Says Bette Midler of the generational parenting conflicts: "Most people are mortified by the way they were raised and can't wait to raise their own kids differently. I was on the cusp of the old school/new school parenting styles, so I understand the motivations of each."

A big motivation for Bette Midler to join Parental Guidance was the chance to team with Billy Crystal. The two have been friends for nearly 30 years, but this is their first professional collaboration. "Billy Crystal and I have similar tastes in theatre, movies, music and humour, so it was pretty easy for us to play a married couple," says the actress. "We know what each other is going to do, so we mesh in a unique way."

"Bringing together Billy Crystal and Bette Midler was like putting two greats in the ring," says Andy Fickman, who several years ago served as an executive at Bette Midler's production company, All Girl Productions. "We all marvelled at how quickly they found their voices as a couple."

Bringing aboard Marisa Tomei to portray Alice was another big coup for the production. The Oscar-winning actress is known for both her rich dramatic performances and sharp comedic turns, and she employs both aspects in her portrayal of a well-meaning, über-disciplined, New Age mom at odds with her dad's more relaxed and traditional parenting methods. "Working with Marisa Tomei was like having a great dance partner," says Tom Everett Scott, who portrays Alice's husband, Phil. Tom Everett Scott says that Phil has a more easygoing perspective on Artie and Diane babysitting his kids. "Phil doesn't have that history with them that Alice has, of course," says the actor. "He's able to take Artie and Diane's different approach to things, in stride."

The official start of production on Parental Guidance began in Atlanta, Georgia. The Decker's Fresno home was shot in Alpharetta, Georgia, and Alice and Phil's house is in the suburb of Dunwoody, where filming took place for nearly three weeks. The "smart house" monitors are based in reality, aided by the ubiquity of broadband connections and proliferation of web-enabled smart phones and tablets. However, residential automation is much more prevalent in Japan, which is a couple years ahead of the United States.

A sequence depicting Artie's audition to be an announcer at the X Games was a two-day shoot in Piedmont Park, where a half-pipe was constructed and world-famous skateboarding icon Tony Hawk, along with Mike McGill and Sergie Ventura, wowed cast and crew with their talents. Tony Hawk, playing himself, loses his balance on the half-pipe when young Barker puts into action the old adage, "When you gotta go, you gotta go."
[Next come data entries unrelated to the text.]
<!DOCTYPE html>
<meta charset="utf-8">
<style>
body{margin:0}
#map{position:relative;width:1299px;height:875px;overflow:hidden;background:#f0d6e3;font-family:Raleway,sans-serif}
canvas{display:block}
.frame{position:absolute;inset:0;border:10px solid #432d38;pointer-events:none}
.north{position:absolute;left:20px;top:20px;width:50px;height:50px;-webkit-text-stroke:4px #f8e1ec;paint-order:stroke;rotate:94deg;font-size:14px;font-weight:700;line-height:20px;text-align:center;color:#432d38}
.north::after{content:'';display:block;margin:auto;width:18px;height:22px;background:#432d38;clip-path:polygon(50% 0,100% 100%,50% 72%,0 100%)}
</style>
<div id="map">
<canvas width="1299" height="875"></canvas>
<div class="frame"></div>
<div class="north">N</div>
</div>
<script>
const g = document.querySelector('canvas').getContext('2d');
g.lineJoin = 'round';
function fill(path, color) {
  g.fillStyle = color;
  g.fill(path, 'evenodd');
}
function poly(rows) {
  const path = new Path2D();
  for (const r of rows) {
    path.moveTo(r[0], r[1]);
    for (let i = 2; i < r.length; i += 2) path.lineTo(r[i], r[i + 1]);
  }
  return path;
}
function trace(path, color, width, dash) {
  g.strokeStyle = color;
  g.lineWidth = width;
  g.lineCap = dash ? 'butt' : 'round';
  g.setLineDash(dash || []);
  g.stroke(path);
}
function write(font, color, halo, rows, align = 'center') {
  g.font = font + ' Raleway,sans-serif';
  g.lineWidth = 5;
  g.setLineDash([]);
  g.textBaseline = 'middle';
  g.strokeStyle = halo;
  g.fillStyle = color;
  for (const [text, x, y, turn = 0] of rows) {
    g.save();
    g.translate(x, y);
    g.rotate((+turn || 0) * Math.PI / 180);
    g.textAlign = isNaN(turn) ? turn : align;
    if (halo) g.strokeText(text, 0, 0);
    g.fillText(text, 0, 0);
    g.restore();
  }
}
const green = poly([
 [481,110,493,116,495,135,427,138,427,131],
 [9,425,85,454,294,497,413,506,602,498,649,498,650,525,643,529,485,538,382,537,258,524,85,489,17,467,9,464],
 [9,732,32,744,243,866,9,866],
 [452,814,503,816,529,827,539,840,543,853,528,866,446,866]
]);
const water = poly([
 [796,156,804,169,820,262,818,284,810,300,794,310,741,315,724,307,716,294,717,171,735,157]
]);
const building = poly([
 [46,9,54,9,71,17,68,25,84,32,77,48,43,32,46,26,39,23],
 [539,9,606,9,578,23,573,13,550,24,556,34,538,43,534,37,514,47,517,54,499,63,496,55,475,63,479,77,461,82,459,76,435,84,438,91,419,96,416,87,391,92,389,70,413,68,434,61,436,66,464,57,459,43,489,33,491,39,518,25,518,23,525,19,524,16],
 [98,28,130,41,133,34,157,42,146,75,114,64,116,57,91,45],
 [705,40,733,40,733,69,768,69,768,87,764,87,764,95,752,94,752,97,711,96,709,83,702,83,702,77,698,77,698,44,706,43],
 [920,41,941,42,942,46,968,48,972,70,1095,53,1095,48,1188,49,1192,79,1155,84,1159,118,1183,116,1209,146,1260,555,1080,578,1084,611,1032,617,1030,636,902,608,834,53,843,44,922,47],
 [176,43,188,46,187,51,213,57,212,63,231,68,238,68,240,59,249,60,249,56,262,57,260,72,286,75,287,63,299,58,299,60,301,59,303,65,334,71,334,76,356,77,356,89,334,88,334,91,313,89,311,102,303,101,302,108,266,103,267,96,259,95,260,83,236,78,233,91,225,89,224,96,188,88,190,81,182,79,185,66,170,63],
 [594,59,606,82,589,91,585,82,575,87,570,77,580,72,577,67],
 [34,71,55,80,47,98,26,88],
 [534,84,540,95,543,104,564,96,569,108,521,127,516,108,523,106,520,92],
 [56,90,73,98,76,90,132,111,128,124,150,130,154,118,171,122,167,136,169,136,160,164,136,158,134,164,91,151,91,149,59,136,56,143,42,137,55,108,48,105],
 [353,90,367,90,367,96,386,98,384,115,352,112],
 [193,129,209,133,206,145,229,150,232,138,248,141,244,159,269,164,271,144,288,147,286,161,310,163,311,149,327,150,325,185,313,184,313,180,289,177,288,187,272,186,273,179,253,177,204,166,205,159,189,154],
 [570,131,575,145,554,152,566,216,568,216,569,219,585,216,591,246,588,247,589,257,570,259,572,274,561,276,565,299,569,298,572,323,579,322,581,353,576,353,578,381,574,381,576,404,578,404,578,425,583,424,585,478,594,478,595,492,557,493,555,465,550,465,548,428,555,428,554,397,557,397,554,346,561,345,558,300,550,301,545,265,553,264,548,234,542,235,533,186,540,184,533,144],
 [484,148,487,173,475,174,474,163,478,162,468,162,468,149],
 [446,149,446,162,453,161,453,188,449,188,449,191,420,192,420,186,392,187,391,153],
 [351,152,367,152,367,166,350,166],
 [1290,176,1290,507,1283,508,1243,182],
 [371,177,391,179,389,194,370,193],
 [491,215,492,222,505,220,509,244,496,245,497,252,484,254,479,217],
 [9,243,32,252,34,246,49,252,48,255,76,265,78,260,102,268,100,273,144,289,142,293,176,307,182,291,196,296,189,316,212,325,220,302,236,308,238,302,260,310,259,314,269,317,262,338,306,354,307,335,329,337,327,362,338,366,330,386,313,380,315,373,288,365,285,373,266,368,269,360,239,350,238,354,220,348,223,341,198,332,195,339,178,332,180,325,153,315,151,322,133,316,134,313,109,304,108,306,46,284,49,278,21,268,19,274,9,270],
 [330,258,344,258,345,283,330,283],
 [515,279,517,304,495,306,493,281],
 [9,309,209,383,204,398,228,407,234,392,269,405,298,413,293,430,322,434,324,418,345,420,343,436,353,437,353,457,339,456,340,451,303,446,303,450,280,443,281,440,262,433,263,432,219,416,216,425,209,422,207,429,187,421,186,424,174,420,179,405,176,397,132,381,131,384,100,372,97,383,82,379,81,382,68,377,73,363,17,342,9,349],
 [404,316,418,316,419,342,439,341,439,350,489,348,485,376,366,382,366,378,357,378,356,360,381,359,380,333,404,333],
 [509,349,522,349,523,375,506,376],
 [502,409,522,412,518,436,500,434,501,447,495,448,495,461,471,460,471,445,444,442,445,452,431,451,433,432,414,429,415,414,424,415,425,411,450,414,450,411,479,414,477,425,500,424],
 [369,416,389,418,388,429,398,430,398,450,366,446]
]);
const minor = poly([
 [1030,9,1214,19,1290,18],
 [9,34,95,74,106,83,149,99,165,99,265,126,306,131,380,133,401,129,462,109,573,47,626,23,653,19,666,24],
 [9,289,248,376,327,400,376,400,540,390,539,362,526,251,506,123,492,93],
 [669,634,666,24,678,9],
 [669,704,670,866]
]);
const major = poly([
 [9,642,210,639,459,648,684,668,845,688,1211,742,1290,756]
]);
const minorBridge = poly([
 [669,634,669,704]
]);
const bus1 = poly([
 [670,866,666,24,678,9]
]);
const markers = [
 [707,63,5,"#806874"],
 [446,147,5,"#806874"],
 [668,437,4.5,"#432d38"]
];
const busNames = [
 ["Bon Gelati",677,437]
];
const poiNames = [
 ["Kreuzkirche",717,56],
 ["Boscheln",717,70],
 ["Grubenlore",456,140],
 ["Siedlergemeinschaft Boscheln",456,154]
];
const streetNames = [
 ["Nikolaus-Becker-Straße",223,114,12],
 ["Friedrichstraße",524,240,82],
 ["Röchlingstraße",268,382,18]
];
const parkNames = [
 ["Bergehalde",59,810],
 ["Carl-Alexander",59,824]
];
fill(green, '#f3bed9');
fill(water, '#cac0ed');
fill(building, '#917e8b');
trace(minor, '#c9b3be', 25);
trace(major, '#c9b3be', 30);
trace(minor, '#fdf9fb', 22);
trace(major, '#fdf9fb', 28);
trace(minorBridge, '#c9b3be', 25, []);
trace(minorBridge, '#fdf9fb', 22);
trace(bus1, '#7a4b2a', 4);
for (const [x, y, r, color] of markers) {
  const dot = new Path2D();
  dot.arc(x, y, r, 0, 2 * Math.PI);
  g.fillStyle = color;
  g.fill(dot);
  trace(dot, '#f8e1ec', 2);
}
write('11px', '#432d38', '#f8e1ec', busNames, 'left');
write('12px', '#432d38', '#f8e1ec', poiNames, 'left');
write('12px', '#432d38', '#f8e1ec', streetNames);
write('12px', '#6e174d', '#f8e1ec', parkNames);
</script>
Two days were spent filming at the Cobb Energy Center in Atlanta, where the Deckers and their grandkids watched a classical music concert that featured the DeKalb Symphony Orchestra.

The penultimate sequence in the movie features a cameo by 86-year-old Brooklyn Dodgers pitching ace Ralph Branca in a role as a judge at a middle school music audition. Ralph Branca's appearance will delight savvy baseball fans as they watch an emotional rendering of the famous 1951 baseball radio call of "The Shot Heard Around the World," in which Ralph Branca was a key player.

For longtime baseball fan Billy Crystal, Ralph Branca's appearance was one of many highlights of the film's production. But first and foremost, is his and the entire Parental Guidance team's goal to bring some heartfelt laughs to all audiences, young and older. "When people leave the theatre after watching the film, I hope they say, 'I know those people; in fact, that's us," Billy Crystal says. "Parental Guidance is going to mean something different for grandparents, parents and children. And I think if you're doing that, you're doing something good."